Я не торопясь наливаю себе в чашку кофе, а телефон все продолжает звонить. Уже семь гудков. Восьмой. Девятый. Я по-прежнему не представляю, что ответить Дэниелу. После его первого звонка я даже не позволила себе об этом задуматься. Но теперь-то мне все равно придется об этом поразмыслить, потому как Дэниел прекрасно знает, что я здесь (где ж еще я могу быть!), и так легко не сдастся.
– Ты уже становишься назойливым, – ворчу я в телефон, сняв наконец трубку.
– А вдруг это не я? – В голосе Дэниела слышится улыбка, к которой примешивается легкий оттенок раздражения от того, что я заставила его столько ждать.
– Кто ж еще станет мне звонить?
– Что верно, то верно. Ну что? У тебя появился план действий?
Я делаю глоток кофе и невольно морщусь, когда, горячий и крепкий, он проскальзывает по моему горлу. Единственное, чего я хочу – так это обратить время вспять, вернуть ту пору, когда у меня еще были мечты, когда мое сердце еще не успело покрыться льдом.
– Нет, – безразлично отвечаю я, – у меня не было на это времени.
– Я знаю теперь немного больше, чем в прошлый наш разговор. Вчера мне снова позвонил тот самый агент. Его клиент подыскивает помещение под галерею искусств. Они определенно настроены на аренду, а не покупку, и это означает, что ты на самом деле с этим домом не расстанешься. Вы станете как бы… совладельцами. Ради благого дела.
Я протяжно вздыхаю:
– В городе полным-полно недвижимости. Почему ему понадобилась именно моя?
– Если точнее, то ей.

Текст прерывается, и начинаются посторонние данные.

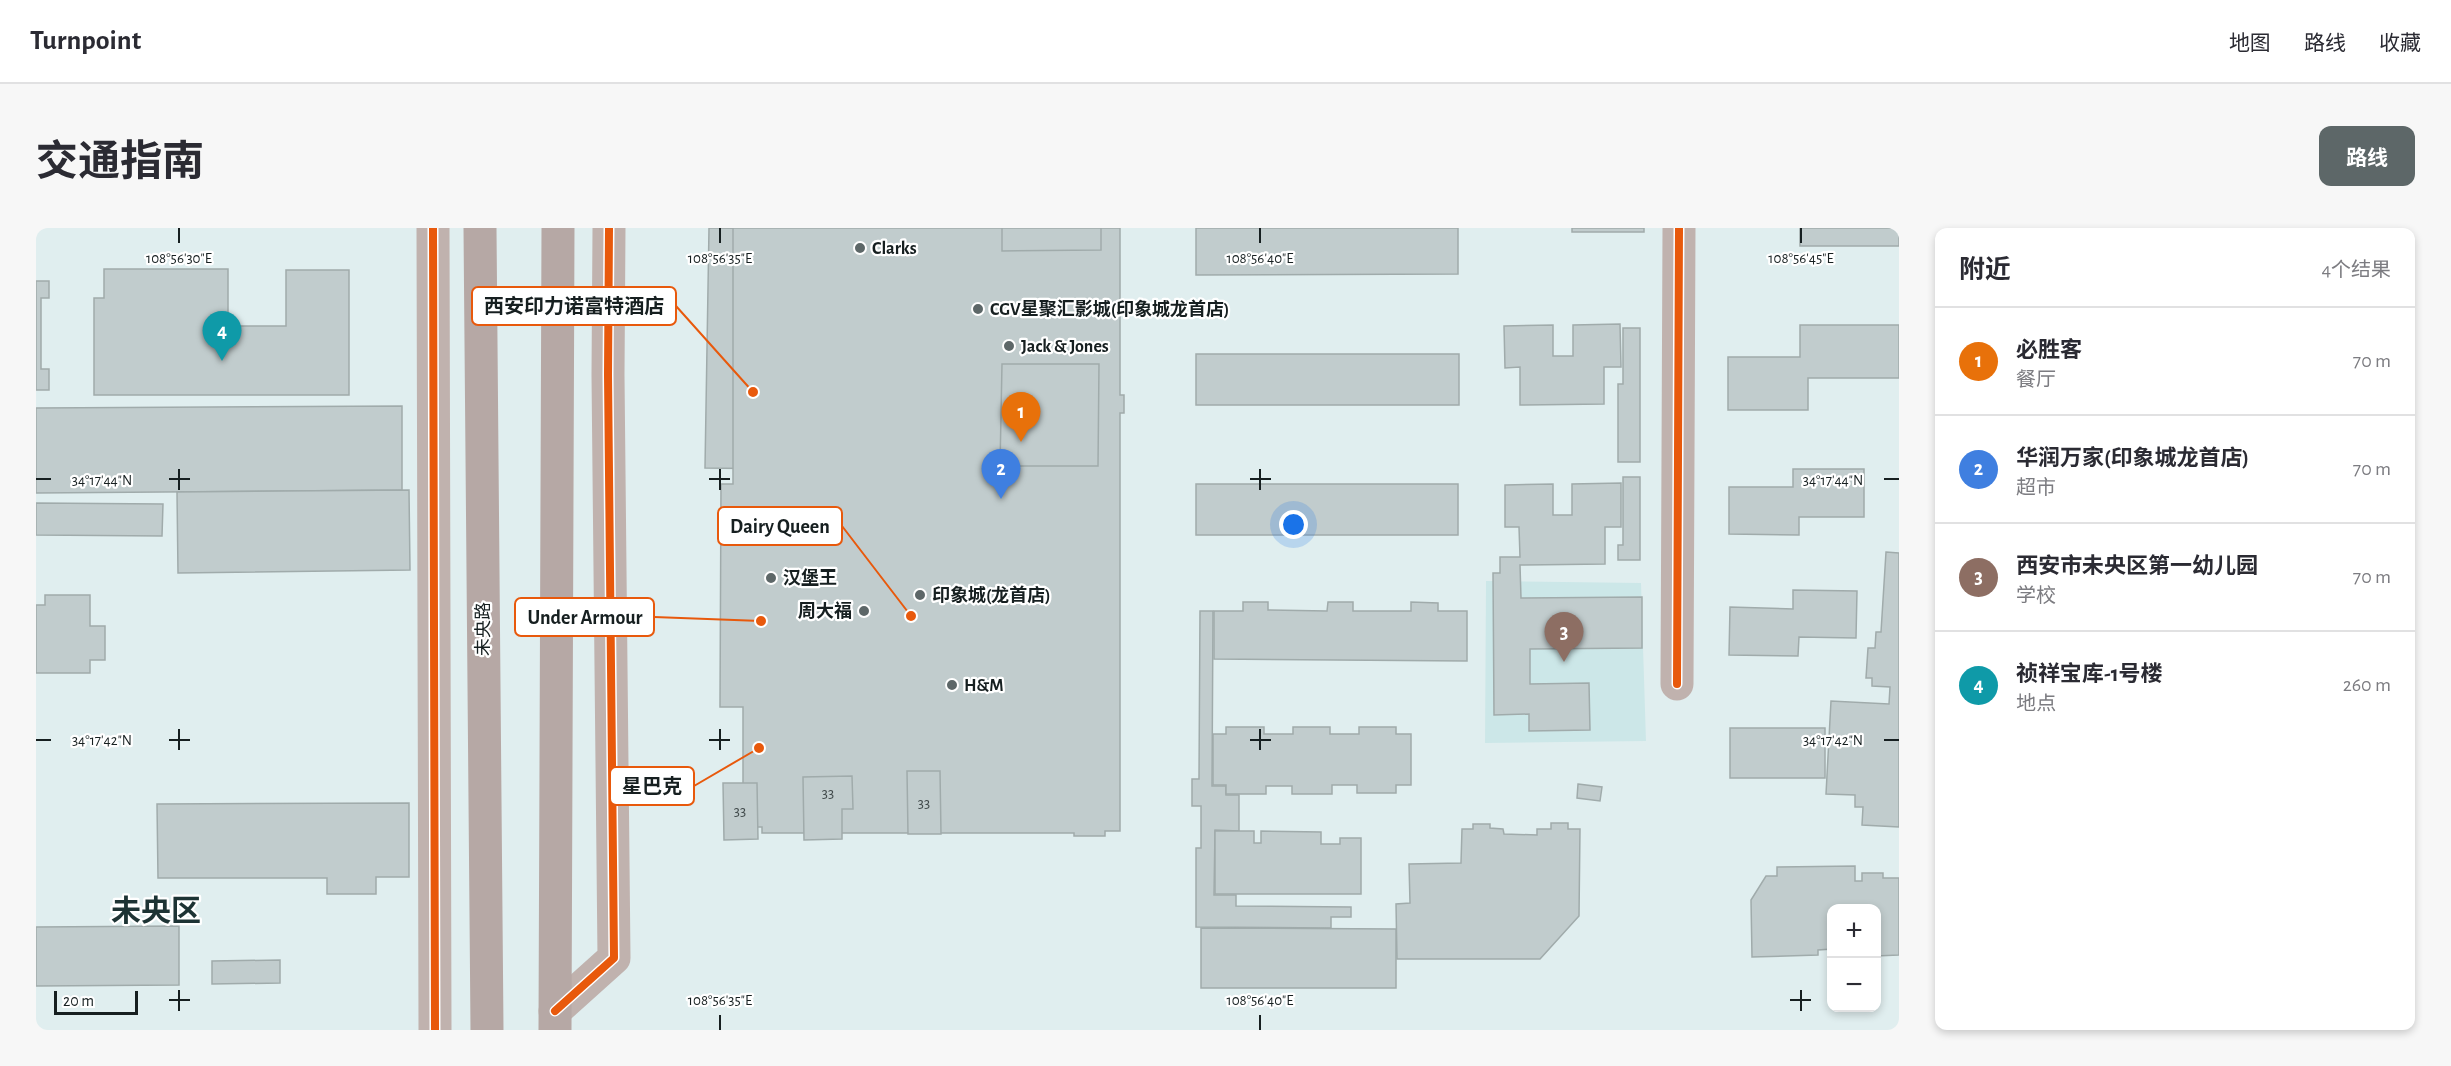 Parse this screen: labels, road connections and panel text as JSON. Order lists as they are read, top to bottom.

Хотя агент так и не упомянул ее имя. Он мне сказал, что в этой новой галерее будут выставляться работы еще никому не известных, но подающих надежды художников. Его клиентка даже придумала для нее название. Хочет назвать галерею «Неслыханное дело».
Я прокручиваю в голове название. Умно. И достаточно интригующе. Сразу чувствуется, что женщина придумала.
– Тебе сразу надо было сказать, что дом не сдается, – резко говорю я, раздраженная тем, что жизнь, похоже, решила швырнуть меня обратно к прошлому, в то время как единственное, что мне нужно – это чтобы меня просто все оставили в покое.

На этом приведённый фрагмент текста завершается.